Technically, I only lived in this village for sixteen years, 1967-1983, but emotionally it has remained home, chiefly, because of then presence here of my parents. There has always been something deeper, though, a sense of belonging that is almost visceral in nature, an awareness that there is in this sprinkling of villages a physical sense of security, a sense of assurance that all is well.
There is among many Irish people a tendency to make pejorative comments about the English, sometimes people will pass comment without even being aware of my presence beside them. In former times, when being a more combative sort of person, I would ask them to identify the village in Ireland they thought most attractive and tell them I could name fifty in Somerset that were prettier.

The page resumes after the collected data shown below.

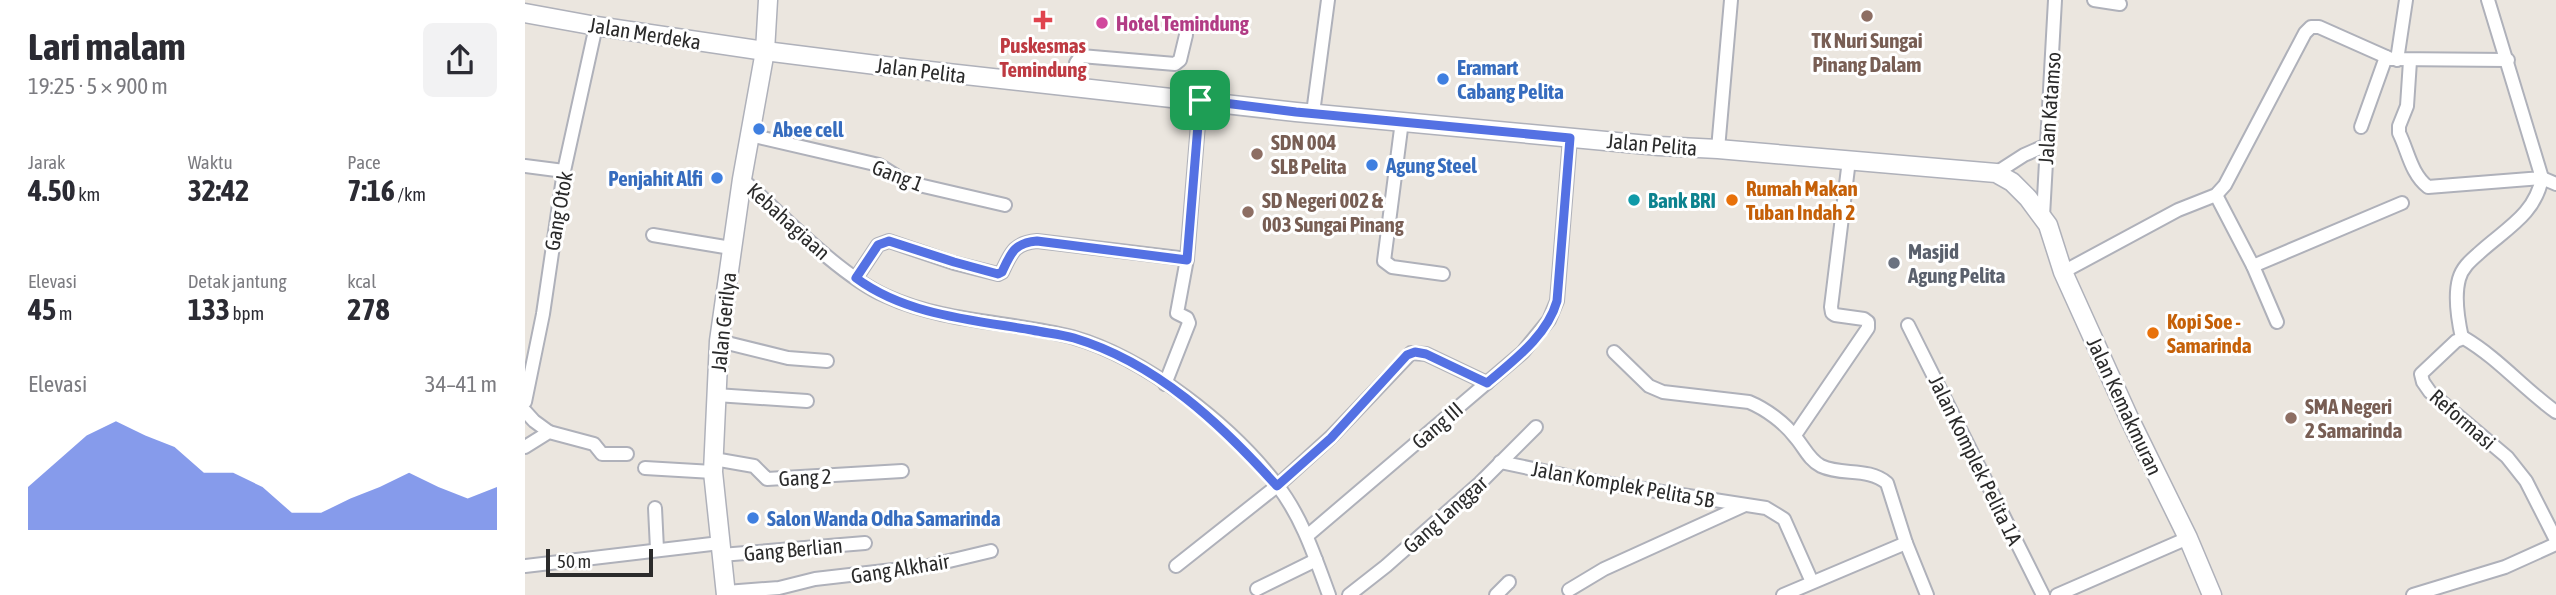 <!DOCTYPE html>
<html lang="id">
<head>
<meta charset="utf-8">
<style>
	:root { --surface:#fff; --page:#f2f2f3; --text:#2b2b33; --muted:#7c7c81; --accent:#5471e3 }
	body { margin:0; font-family:"Asap Condensed",sans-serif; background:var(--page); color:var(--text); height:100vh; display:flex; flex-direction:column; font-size:26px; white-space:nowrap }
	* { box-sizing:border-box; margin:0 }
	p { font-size:23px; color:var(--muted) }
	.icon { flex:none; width:38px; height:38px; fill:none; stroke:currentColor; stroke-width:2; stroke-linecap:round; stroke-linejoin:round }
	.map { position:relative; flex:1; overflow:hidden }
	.sheet { display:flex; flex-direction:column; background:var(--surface); width:525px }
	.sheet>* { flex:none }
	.scale { position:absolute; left:21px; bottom:18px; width:107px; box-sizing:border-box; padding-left:7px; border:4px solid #2b2b2b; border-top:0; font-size:19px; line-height:24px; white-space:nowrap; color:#2b2b2b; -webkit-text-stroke:5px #fff; paint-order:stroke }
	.pin { position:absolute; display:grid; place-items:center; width:60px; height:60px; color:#fff; margin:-30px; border-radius:14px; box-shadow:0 4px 10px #0006 }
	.round { display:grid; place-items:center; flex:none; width:74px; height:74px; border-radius:10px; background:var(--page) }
	.headline { display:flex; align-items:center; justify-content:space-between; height:119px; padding:0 28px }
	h1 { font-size:38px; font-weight:700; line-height:52px }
	.figures { display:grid; grid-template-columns:repeat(3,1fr); gap:10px; height:119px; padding:7px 28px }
	.figures div { display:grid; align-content:center }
	.figures b { font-size:30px; font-weight:700 }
	.figures small { font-size:19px; font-weight:400 }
	.figures p { font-size:19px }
	.chart { height:196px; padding:14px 28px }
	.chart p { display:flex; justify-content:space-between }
	.chart svg { width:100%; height:126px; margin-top:7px; fill:var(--accent); opacity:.7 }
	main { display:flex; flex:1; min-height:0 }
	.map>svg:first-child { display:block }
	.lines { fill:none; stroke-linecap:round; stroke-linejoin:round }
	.street-casing { stroke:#afb1ba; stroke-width:16 }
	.secondary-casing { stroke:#afb1ba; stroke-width:21 }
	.street { stroke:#fff; stroke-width:12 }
	.secondary { stroke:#fff; stroke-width:18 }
	.route-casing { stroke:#fff; stroke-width:14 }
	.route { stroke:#5471e3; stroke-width:9 }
	.education-dot { fill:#8d6e63; stroke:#fff; stroke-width:2.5 }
	.health-dot { fill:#e0444e; stroke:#fff; stroke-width:2.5 }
	.hotel-dot { fill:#d1479c; stroke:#fff; stroke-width:2.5 }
	.shop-dot { fill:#3f7fe0; stroke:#fff; stroke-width:2.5 }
	.culture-dot { fill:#0f9aa8; stroke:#fff; stroke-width:2.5 }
	.food-dot { fill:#e8710a; stroke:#fff; stroke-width:2.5 }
	.worship-dot { fill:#6b7280; stroke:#fff; stroke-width:2.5 }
	.labels { text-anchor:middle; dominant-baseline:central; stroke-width:6; stroke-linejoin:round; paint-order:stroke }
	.hotel-label { font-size:21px; font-weight:bold; fill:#b23c85; stroke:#fff; text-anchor:start }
	.street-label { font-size:21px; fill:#2b2b2b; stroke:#fff }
	.education-label { font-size:21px; font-weight:bold; fill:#785e54; stroke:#fff; text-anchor:start }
	.health-label { font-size:21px; font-weight:bold; fill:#be3a42; stroke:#fff }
	.shop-label { font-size:21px; font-weight:bold; fill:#366cbe; stroke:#fff; text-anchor:start }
	.food-label { font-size:21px; font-weight:bold; fill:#c56008; stroke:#fff; text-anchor:start }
	.culture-label { font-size:21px; font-weight:bold; fill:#0d838f; stroke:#fff; text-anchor:start }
	.worship-label { font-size:21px; font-weight:bold; fill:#5b616d; stroke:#fff; text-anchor:start }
</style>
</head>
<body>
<main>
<section class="sheet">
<div class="headline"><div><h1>Lari malam</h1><p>19:25 · 5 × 900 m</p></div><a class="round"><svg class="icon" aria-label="share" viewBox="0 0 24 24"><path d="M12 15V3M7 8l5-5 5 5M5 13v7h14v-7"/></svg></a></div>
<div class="figures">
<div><p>Jarak</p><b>4.50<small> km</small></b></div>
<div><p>Waktu</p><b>32:42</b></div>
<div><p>Pace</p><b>7:16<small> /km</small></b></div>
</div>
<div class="figures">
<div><p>Elevasi</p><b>45<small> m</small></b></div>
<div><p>Detak jantung</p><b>133<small> bpm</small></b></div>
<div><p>kcal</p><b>278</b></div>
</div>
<div class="chart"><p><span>Elevasi</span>34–41 m</p>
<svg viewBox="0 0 160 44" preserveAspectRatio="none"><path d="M0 44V29L10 20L20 11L30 6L40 11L50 15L60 24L70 24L80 29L90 38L100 38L110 33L120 29L130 24L140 29L150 33L160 29V44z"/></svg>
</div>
</section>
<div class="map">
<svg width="2031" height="595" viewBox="0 0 2031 595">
	<rect width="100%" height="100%" fill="#ebe6df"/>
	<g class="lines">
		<defs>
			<g id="street">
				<path d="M 1569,0 L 1595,4"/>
				<path d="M 1872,60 L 1881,0"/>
				<path d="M 1885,61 L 1882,106 L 1874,126 L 1874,133 C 1883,151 1886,174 1903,187 L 2017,178 L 1963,0"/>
				<path d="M 553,87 L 551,63 L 556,56 L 650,64 L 655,60 L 661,35"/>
				<path d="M 788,113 L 803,0"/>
				<path d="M 877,121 L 859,261 L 867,267 L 918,274"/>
				<path d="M 1836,127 L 1861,57"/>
				<path d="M 225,135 L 354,165 L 381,182 L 480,205"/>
				<path d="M 1193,149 L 1206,0"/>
				<path d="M 0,166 L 39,171"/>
				<path d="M 1471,173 L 1499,155 L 1522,145"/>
				<path d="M 217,179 C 256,214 315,276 361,296 C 420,323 486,321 547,337 C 621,358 706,425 752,485 C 777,517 790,557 804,595"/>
				<path d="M 1691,195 L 1728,266 L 1752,322"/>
				<path d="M 1518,216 L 1530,0"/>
				<path d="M 128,235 L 206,248"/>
				<path d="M 1728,266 L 1877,203"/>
				<path d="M 1538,272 L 1653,210 L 1691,195 L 1700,185 L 1780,33 L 1786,27 L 1794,27 L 1866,59 L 1983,60"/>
				<path d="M 331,278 L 353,245 L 364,241 L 429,263 L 473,274 L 477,272 C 486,253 489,243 512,241 L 662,259"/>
				<path d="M 1383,325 L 1518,595"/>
				<path d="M 1937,338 C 1933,320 1929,297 1934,279 C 1937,268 1945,261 1953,254 C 1980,229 2010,215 2017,178 L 2031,184"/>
				<path d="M 194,341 L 263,358 L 302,361"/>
				<path d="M 1089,352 L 1124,386 L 1138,392 L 1224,402 C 1241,409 1260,423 1271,438 C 1279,447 1284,460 1296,466 C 1317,476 1343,467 1362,483 L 1381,543 L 1402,595"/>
				<path d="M 640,384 L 664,323 L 662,318 L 652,313 L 662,259 L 675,100"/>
				<path d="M 191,395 L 282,401"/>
				<path d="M 0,402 L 18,314 L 39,171 L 71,26"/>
				<path d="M 0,411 L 9,421 L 24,432"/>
				<path d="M 2031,412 C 1999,389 1973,358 1939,338 L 1931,341 L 1896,374 L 1898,382 L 1905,392 L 1982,457 L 2001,481 L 2031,540"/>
				<path d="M 1270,435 L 1343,328 L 1343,322 L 1339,319 L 1310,315 L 1307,313 L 1306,307 L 1324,160"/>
				<path d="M 0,447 L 24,432 L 69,444 L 77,454 L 102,454"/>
				<path d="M 189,459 L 229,466 L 242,479 L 377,471"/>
				<path d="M 975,462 L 1066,481 L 1241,508 L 1259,519 L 1287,582"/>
				<path d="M 120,468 L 188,472"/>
				<path d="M 130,508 L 132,549"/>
				<path d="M 782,536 L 998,352 L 1024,320 L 1032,301 L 1045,138"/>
				<path d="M 196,555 L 340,543"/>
				<path d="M 0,566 L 195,543"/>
				<path d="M 651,566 L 752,486 L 806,437 L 886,353 L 901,354 L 962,383"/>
				<path d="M 732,589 L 791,560"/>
				<path d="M 1044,590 L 1079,569 L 1220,505"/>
				<path d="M 201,592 L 254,588 L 290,579 L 403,566 L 466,551"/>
				<path d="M 824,595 L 861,566 L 955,483 L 1011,427"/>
				<path d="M 971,595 L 984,582"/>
				<path d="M 1258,595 L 1381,543"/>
				<path d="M 1532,595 L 1663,538"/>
				<path d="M 1888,595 L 1980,567 L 2031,544"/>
			</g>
			<g id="secondary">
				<path d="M 0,13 L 71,26 L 240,51 L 351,65 L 771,112 L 1134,146 L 1193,149 L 1471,173 L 1487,182 L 1503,198 L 1523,225 L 1538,272 L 1604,418 L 1663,538 L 1687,595"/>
				<path d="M 201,595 L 188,472 L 194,341 L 217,179 L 240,51 L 243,0"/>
			</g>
		</defs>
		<use href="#street" class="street-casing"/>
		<use href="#secondary" class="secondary-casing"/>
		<use href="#street" class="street"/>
		<use href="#secondary" class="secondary"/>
	</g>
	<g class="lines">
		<defs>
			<path id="route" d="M 675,100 L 771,112 L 1045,138 L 1032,301 C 1022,336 989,360 962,383 L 901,354 L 890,352 L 882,355 L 806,438 L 752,486 C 696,424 632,363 549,338 C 535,334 521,333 507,330 C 447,320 381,315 331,278 L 353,245 L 364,241 L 429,262 L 473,274 L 477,272 C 486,253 489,243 512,241 L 662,260 Z"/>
		</defs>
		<use href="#route" class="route-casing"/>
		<use href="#route" class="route"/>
	</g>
	<g class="education-dot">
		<circle cx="1342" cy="16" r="7"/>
		<circle cx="732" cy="154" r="7"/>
		<circle cx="723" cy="212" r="7"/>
		<circle cx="1766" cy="418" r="7"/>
	</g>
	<path class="health-dot" d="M514.5 9.5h7v7h7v7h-7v7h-7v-7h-7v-7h7z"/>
	<circle class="hotel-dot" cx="577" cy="23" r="7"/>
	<g class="shop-dot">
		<circle cx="918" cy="79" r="7"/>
		<circle cx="234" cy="129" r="7"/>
		<circle cx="847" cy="165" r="7"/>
		<circle cx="192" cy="178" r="7"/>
		<circle cx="228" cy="518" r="7"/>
	</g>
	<circle class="culture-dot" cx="1109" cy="200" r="7"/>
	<g class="food-dot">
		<circle cx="1207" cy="200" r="7"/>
		<circle cx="1628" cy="333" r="7"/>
	</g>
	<circle class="worship-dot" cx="1369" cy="263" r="7"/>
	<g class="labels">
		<g class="hotel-label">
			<text x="591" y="23">Hotel Temindung</text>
		</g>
		<g class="street-label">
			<text transform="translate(120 33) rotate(9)">Jalan Merdeka</text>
			<text transform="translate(396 70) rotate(7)">Jalan Pelita</text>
			<text transform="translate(1524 108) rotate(-86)">Jalan Katamso</text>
			<text transform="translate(1127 144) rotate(5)">Jalan Pelita</text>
			<text transform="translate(373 175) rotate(21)">Gang 1</text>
			<text transform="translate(33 211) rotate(-80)">Gang Otok</text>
			<text transform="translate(264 221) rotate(42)">Kebahagiaan</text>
			<text transform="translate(198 322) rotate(-84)">Jalan Gerilya</text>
			<text transform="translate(1600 406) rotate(65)">Jalan Kemakmuran</text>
			<text transform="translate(1938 419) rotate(41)">Reformasi</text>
			<text transform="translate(912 425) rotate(-41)">Gang III</text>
			<text transform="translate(1451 460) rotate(64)">Jalan Komplek Pelita 1A</text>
			<text transform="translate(280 477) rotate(-3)">Gang 2</text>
			<text transform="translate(1098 484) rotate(10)">Jalan Komplek Pelita 5B</text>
			<text transform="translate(920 514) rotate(-42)">Gang Langgar</text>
			<text transform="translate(268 549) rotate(-5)">Gang Berlian</text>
			<text transform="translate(375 568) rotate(-9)">Gang Alkhair</text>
		</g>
		<g class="education-label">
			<text x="1342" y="40" text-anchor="middle">TK Nuri Sungai<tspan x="1342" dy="24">Pinang Dalam</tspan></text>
			<text x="746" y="142">SDN 004<tspan x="746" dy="24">SLB Pelita</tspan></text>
			<text x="737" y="200">SD Negeri 002 &amp;<tspan x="737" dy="24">003 Sungai Pinang</tspan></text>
			<text x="1780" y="406">SMA Negeri<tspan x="1780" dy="24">2 Samarinda</tspan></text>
		</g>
		<g class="health-label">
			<text x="518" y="45">Puskesmas<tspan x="518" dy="24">Temindung</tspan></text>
		</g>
		<g class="shop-label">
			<text x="932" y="67">Eramart<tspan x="932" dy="24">Cabang Pelita</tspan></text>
			<text x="248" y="129">Abee cell</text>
			<text x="861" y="165">Agung Steel</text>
			<text x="178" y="178" text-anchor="end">Penjahit Alfi</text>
			<text x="242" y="518">Salon Wanda Odha Samarinda</text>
		</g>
		<g class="food-label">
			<text x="1221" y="188">Rumah Makan<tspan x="1221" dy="24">Tuban Indah 2</tspan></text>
			<text x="1642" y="321">Kopi Soe -<tspan x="1642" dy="24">Samarinda</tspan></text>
		</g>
		<g class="culture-label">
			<text x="1123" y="200">Bank BRI</text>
		</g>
		<g class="worship-label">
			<text x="1383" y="251">Masjid<tspan x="1383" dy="24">Agung Pelita</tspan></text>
		</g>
	</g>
</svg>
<div class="scale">50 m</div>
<div class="pin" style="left:675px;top:100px;background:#1e9e55"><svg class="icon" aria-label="arrive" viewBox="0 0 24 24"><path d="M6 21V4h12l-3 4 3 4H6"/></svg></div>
</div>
</main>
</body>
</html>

Now, I let the comments pass and think of the places familiar from childhood days (trying to name fifty Somerset villages would be a challenge).
My land is a place unknown to most to whom I talk. Looking across the moor toward the Tor, Glastonbury is the only placename with which most people would be familiar, and that because of the eponymous pop festival, which is not at the town of Glastonbury at all, but in a village beyond the Tor called Pilton. This land is a timeless land where, if there were stones that could talk, they would tell of generations of yeoman farmers and children continuing in the place of their forebears. This land is a place of unremarked beauty, a place where a lifetime would be too short to learn all of its secrets. This land needs no stray animal sitting in the village pound to tell it what it knows itself.